Николя тоже был неутомим, но как-то… однообразен, что ли. Катрин придумывала что-то, он с удовольствием подхватывал ее «новинки», но сам ничего не изобретал, и ей даже показалось, что он просто стесняется. Впрочем, сказала она себе, еще неизвестно, как бы вел себя Анри, став ее мужем, может, все было бы гораздо хуже: привык бы и разлюбил… как там у Пушкина Онегин говорил: «Привыкнув, разлюблю тотчас»? А жизнь без любви Катрин трудно было представить, да нет, она без любви просто жить бы не смогла. А у Николя нет и намека на привыкание – наоборот, любовь в нем только разгорается, и чем дальше, тем сильнее. Женщина не может этого не чувствовать. Катрин чувствовала, и сама проникалась к нему все большей любовью…
Но в этом сне эротики не было и в помине. Катрин увидела себя в большом зале с колоннами, в окружении знакомых и незнакомых мужчин и женщин. Все были нарядны, оживленно разговаривали между собой, не обращая на нее внимания, а в отдалении Николя увлеченно беседовал с Анри. Николя был в парадном мундире, при всех орденах, а кузен – в модном фраке коричневого цвета, белых панталонах и белой рубашке с пышным жабо. Катрин обрадовалась, что Анри жив и так хорошо общается с Николя, и хотела подойти к ним, но ее отвлекла Мария Николаевна Волконская, подошедшая с детьми, Мишелем и Леночкой, и заговорившая о том, что хорошо было бы выросших детей декабристов привлекать к государственной службе, из них получатся хорошие чиновники и учителя, и вообще, с этим следует обратиться к государю. Катрин пообещала передать ее слова Николаю Николаевичу. Говоря это, она непроизвольно посмотрела в сторону мужа и вдруг увидела в руках Анри нож, тот самый кинжал, с которым неизвестный в Петербурге напал на Николя. А сейчас Анри незаметно для собеседника вынул его левой рукой из-под фрака и переложил в правую, чтобы, как она догадалась, удобнее было ударить снизу вверх, под сердце Николая Николаевича. «Не-е-ет!!!» – закричала Катрин и, оттолкнув Волконских, бросилась к мужу. Каким-то чудом, в невероятном рывке, она успела и, разъединив своим телом мужа и кузена, приняла на себя удар кинжала. Острое лезвие легко вспороло корсет и вошло под ее левую грудь. «Вот и конец любви», – подумала Катрин и погрузилась в непроглядную тьму.

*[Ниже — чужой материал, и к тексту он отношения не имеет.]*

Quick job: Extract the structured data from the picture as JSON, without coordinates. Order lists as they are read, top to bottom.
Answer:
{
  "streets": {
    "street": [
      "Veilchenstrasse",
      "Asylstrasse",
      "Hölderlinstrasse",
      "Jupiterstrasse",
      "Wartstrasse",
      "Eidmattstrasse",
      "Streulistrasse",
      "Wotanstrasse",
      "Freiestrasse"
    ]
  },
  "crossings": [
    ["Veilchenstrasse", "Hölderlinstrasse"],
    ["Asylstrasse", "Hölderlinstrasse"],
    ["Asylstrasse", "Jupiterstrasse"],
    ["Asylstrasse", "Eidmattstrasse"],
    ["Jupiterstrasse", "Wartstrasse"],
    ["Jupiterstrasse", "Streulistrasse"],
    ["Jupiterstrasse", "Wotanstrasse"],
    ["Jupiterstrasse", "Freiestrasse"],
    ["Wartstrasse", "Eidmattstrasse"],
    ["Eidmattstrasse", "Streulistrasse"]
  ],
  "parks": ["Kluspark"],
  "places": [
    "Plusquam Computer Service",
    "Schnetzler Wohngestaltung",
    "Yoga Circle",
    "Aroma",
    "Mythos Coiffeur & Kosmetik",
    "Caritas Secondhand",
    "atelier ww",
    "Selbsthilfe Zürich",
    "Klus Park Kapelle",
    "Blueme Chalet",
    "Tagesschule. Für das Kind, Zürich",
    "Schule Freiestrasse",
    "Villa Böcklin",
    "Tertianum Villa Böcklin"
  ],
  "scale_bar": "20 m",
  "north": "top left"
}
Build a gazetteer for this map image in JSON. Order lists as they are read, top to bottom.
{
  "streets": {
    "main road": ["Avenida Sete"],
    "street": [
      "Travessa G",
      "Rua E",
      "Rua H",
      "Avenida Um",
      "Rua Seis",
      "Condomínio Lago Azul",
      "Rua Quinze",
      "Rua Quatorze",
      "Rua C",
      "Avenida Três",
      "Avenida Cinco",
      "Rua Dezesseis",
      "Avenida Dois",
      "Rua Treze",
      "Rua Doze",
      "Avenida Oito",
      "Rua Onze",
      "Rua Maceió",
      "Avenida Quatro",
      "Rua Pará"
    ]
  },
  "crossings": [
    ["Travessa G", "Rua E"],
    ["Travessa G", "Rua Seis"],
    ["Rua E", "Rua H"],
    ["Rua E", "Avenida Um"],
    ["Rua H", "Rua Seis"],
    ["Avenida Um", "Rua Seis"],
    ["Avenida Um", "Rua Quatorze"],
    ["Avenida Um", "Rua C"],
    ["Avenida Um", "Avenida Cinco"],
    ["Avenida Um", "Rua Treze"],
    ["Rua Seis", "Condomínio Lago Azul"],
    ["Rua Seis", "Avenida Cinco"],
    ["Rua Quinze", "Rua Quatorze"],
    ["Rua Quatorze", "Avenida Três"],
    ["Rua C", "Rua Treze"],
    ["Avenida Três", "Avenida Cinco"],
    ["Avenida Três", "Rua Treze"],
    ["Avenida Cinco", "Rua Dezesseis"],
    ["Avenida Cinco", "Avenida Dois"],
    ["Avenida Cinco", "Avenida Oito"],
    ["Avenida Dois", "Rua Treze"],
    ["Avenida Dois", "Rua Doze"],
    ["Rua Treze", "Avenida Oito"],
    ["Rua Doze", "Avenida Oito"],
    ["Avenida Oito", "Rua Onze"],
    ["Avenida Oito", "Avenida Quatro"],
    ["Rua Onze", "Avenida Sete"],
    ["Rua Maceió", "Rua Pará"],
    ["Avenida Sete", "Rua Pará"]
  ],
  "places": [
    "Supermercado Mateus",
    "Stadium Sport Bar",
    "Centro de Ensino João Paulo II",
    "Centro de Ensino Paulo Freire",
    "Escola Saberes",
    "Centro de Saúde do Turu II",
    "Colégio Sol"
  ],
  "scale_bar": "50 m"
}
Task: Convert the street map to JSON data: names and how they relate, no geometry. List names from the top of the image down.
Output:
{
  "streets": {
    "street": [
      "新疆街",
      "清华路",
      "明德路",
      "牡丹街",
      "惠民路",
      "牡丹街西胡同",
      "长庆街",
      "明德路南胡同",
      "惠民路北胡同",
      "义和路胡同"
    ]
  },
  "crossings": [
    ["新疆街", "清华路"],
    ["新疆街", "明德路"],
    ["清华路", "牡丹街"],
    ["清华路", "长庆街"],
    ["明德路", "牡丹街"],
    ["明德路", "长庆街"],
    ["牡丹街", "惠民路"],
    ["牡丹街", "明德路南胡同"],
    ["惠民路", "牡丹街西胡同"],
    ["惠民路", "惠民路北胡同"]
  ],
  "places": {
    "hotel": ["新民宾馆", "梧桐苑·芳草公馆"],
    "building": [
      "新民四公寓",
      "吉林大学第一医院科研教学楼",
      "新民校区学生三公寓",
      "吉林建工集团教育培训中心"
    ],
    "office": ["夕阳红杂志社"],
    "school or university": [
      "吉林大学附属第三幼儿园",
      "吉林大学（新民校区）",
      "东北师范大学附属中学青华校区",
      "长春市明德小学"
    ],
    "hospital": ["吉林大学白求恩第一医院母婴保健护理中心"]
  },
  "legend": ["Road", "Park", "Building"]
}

Муравьев действительно необычно долго задержался в своем кабинете. Но не из-за срочных дел или бумаг, требующих немедленного ответа: любые дела и бумаги, даже самые наисрочнейшие, он не задумываясь откладывал на утро, лишь бы не пропустить ежевечернее чудо нежной встречи со своей несравненной Катрин, Катюшей, Катенькой. Два с половиной года прошло с их стремительного сближения в парижской гостинице, год и два месяца – с венчания и первой брачной ночи, не менее нежной и трепетной, чем в отеле, а он все не мог насытиться ее любовью, ему казалось, что только вчера они вместе вошли в те гостиничные номера, с которых и началось его дотоле непредставимое счастье – счастье каждодневного открытия возлюбленной.
И в этот вечер Николай Николаевич отодвинул в сторону все бумаги, разложенные адъютантами по степени срочности, не заглянув даже в самые-самые, из Петербурга. Но не поспешил, как обычно, в жилую половину губернаторского дворца (иначе, как дворцом, называть этот громадный дом у него язык не поворачивался), а принял от порученца две странички убористого текста, которые Вагранов только что принес от ротмистра Недзвецкого. Это была копия письма иркутского губернатора Пятницкого шефу корпуса жандармов князю Орлову.
– Ротмистр что, сам перлюстрирует письма, направляемые в Третье отделение? – удивился Муравьев; он отложил листки, прочитав лишь первые строчки и заглянув в конец.